NOUVELLES

Le pétrole en baisse à New York, dans un marché déçu par l'emploi aux USA

06/07/2012 09:34 EDT | Actualisé 05/09/2012 05:12 EDT

Les cours du pétrole ont ouvert en baisse vendredi à New York, dans un marché inquiet pour la demande en brut après la publication de chiffres de l'emploi insuffisants pour faire baisser le taux de chômage aux Etats-Unis.

Vers 13H00 GMT, le baril de "light sweet crude" (WTI) pour livraison en août perdait 2,75 dollars à 84,47 dollars sur le New York Mercantile Exchange (Nymex).

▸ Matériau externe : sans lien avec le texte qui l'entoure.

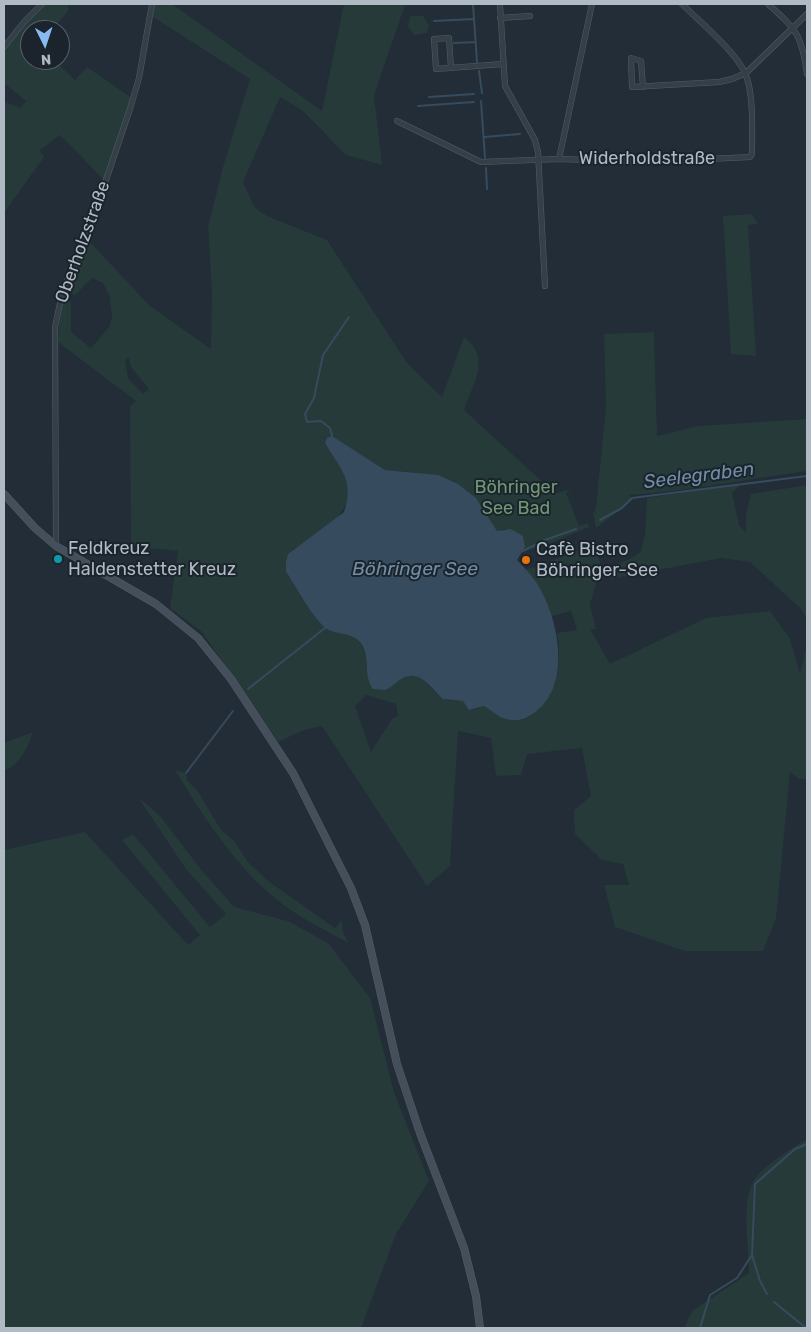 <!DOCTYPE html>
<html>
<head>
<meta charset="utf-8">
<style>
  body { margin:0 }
  #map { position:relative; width:811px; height:1332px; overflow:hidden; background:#222d37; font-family:Rubik,sans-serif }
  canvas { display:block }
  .frame { position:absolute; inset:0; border:5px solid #b0bac4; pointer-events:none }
  .north { position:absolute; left:20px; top:20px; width:50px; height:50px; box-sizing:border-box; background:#1b242c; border:1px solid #576069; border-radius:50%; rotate:176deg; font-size:14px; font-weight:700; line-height:20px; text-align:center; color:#b0bac4 }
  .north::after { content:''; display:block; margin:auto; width:18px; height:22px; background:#88bcf1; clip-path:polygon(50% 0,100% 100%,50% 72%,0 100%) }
</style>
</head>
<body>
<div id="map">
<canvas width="811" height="1332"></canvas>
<div class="frame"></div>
<div class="north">N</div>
</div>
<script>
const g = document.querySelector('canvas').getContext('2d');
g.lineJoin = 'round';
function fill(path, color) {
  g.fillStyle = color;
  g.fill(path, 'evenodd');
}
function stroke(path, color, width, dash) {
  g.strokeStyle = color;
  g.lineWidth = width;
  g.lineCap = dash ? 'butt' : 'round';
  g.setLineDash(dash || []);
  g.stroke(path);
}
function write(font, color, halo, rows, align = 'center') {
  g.font = font + ' Rubik,sans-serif';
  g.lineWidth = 4;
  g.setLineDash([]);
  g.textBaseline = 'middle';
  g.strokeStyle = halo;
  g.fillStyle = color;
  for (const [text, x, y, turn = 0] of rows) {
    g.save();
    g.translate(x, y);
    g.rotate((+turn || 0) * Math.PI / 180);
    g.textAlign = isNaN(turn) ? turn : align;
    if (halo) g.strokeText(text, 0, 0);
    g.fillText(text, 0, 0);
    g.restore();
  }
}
fill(new Path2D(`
  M42,4h25l2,6 -17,20h-22v30h24l21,20 12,-13 45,31 -27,83 -45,-46 -20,15 4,7 -40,56v-112l16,7 6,-7 -22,-18v-34z
  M152,4h20l150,107 22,-107 61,1 -31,90 8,70 -36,-10 -43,-44 -23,-14 -37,85 12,26 12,8 60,24 80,123 35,34 22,-60c28,21 9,46 0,73l84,77 8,6 16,-4 -6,4 13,33 9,-3 1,4 -43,18 -25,7 4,-5 -2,-11 -19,-7 -7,3 -21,-34 -60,-25 -31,-3 -53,-34 -7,7c6,10 14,19 19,30 19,36 -23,60 -50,76l-8,23c12,17 22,40 37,54 7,6 13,6 22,8 25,4 20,33 25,51l16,5c6,-3 10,-8 16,-12 19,-10 27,11 39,19 7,5 14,3 22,4l9,9 12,-4c13,5 17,16 34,14 9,0 14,-6 20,-11 21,-20 24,-49 19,-76l20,-3 -6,-19 -21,6 -1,-9 -24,-39 8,-1 62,-24 6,22 -11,39 6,24h-6l20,35 96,-46 64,-7 20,28 10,35 7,-30v136l-9,-2 -8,-6 -14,147 -13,32h-78l-70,-24 -11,-42h25l-6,-21 -21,-4 -27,-26 -1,-24 17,-14 -9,-48 -55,6 -6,21 -25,1 -5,-38 -33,-7 -8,135 -23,20 -105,-160 -18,4 -26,12 -76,-110 -32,-24 8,-57 -47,-5 -1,-140 6,-5 -78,-59 2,-34 3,-8 5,-1 3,3v30l20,16 18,-21 3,-10 -2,-20 -7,-14 -11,-5 -17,17 -7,-3v-6l19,-42h5l57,61 62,44 1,-59 -4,-63 15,-60 27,-88 -100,-64zM129,357l2,10 18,22 -6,5 -15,-16 -3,-18zM366,695l30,9 2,12 -6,3 -21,33 -16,-46z
  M410,16h13l6,10 -2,7 -13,2 -6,-8z
  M752,214l6,10 -10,1 8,131 -25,-2 -8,-138z
  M654,332l3,104 41,-10 109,-7v52c-59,8 -118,20 -178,24l4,5 -37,28 -3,-15 3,-5 10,-101 -2,-73z
  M741,484l-9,9 7,32 7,8v-18l5,-21 56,-9v135l-5,-10 -52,-48 -29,-4 -110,21 -5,-10 2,-2 20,-7 13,-8 4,-18 2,-36z
  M33,732c-5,15 -13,33 -29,39v-28z
  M175,770l11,3 1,7 10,10 24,40 13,11 14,21 20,19 67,47 7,-8 1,13 6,10c-19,-10 -39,-20 -57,-32 -51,-35 -86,-90 -117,-141z
  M138,797l22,19 43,56 31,35 54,14 40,22 42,55 24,94 35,89 -33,53 -35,94h-357v-478l81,-18 103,113 12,-10 -78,-95 11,-6 77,93 16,-13 -40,-45z
  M807,1139v189h-123l8,-17 57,-38c0,-25 -8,-70 4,-91 10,-17 38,-33 54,-43z`), '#253a39');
fill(new Path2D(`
  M332,436l53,34 53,5 20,9 18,14 21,33 14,-2 12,7 2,11 -8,13c8,9 17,17 22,27 19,32 31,91 2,120 -11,10 -20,16 -35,12 -9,-2 -14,-9 -22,-13l-15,4 -6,-9 -20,-2c-11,-9 -22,-30 -40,-21 -6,3 -11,9 -17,12l-13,-1c-11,-14 -1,-34 -14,-48 -9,-9 -22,-6 -32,-12 -14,-9 -31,-43 -41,-57v-10l2,-8 56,-42c11,-32 -4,-43 -19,-69l2,-5z`), '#364b5d');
stroke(new Path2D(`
  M473,4l4,58
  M434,21l40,-2
  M454,43l22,-1
  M479,71l3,22
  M429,97l45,-3
  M481,101l4,57
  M418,106l56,-4
  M484,137l36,-3
  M486,168l1,21
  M332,436l-2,-8 -9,-7 -14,1 -2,-8 9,-16 9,-43 26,-38
  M600,520l22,-12 10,-10 175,-22
  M521,552l24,-12 31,-11
  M248,689l77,-61
  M186,773l47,-62
  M752,1255l8,26 7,13
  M774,1302l32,26
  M700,1328l10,-33 27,-17 15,-23 3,-71 40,-35 12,-5`), '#364b5d', 2);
const street = new Path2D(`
  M500,4l5,82 30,54 3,12 7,134
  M768,4c28,25 34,31 39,70
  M500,18l30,-2
  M4,47l20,-25 18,-18
  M451,68l-2,-30 -15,1 2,30 67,-5
  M643,87l-2,-26 -10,-3 1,29 87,-5 13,-3 14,-6 61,-59
  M397,121l84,41 78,-3 87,3 104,-5 2,-3c0,-22 2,-62 -7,-81 -9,-21 -46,-52 -63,-69
  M559,159l33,-155
  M56,546l-1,-219 8,-38 24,-53 43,-127 9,-31 13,-74`);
const secondary = new Path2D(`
  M4,494l31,34 21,18 100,58 42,34 33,41 62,94 58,115 14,37 32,139 23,69 44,115 12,48 4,32`);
stroke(street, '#535d65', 6);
stroke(secondary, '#535d65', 8);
stroke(street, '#353f48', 5);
stroke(secondary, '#444f5b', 7);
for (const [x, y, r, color] of [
  [58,559,5,"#0f9aa8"],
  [526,560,5,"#e8710a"]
]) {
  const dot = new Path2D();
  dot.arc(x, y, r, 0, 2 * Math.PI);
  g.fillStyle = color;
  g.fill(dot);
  stroke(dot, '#1b242c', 2);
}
write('18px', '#b0bac4', '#1b242c', [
  ["Widerholdstraße",647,159],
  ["Oberholzstraße",83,242,-70]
]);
write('18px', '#709875', '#1b242c', [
  ["Böhringer",516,488],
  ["See Bad",516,509]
]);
write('18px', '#b0bac4', '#1b242c', [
  ["Feldkreuz",68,549],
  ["Haldenstetter Kreuz",68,570],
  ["Cafè Bistro",536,550],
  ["Böhringer-See",536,571]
], 'left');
write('italic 19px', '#728ea6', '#1b242c', [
  ["Seelegraben",699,476,-7],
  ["Böhringer See",415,570]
]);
</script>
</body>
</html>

"Le marché est clairement en train de réagir à la sortie des chiffres de l'emploi, qui ont montré une accélération des embauches plus faible que prévu aux Etats-Unis, et la faiblesse de la création d'emplois accentue la pression sur les cours du brut", a commenté Andy Lipow, de Lipow Oil Associates.

L'économie américaine a créé en juin 80.000 emplois de plus qu'elle en détruisait, selon des chiffres très attendus par les investisseurs, publiés par le ministère du Travail vendredi à Washington.

Le solde net des embauches dans le pays apparaît ainsi en hausse pour le deuxième mois d'affilée, de 4% par rapport à mai, mais nettement inférieur aux 100.000 créations de postes que donnait la prévision médiane des analystes.

Il était en outre trop faible pour faire baisser le taux de chômage, qui est resté à 8,2%.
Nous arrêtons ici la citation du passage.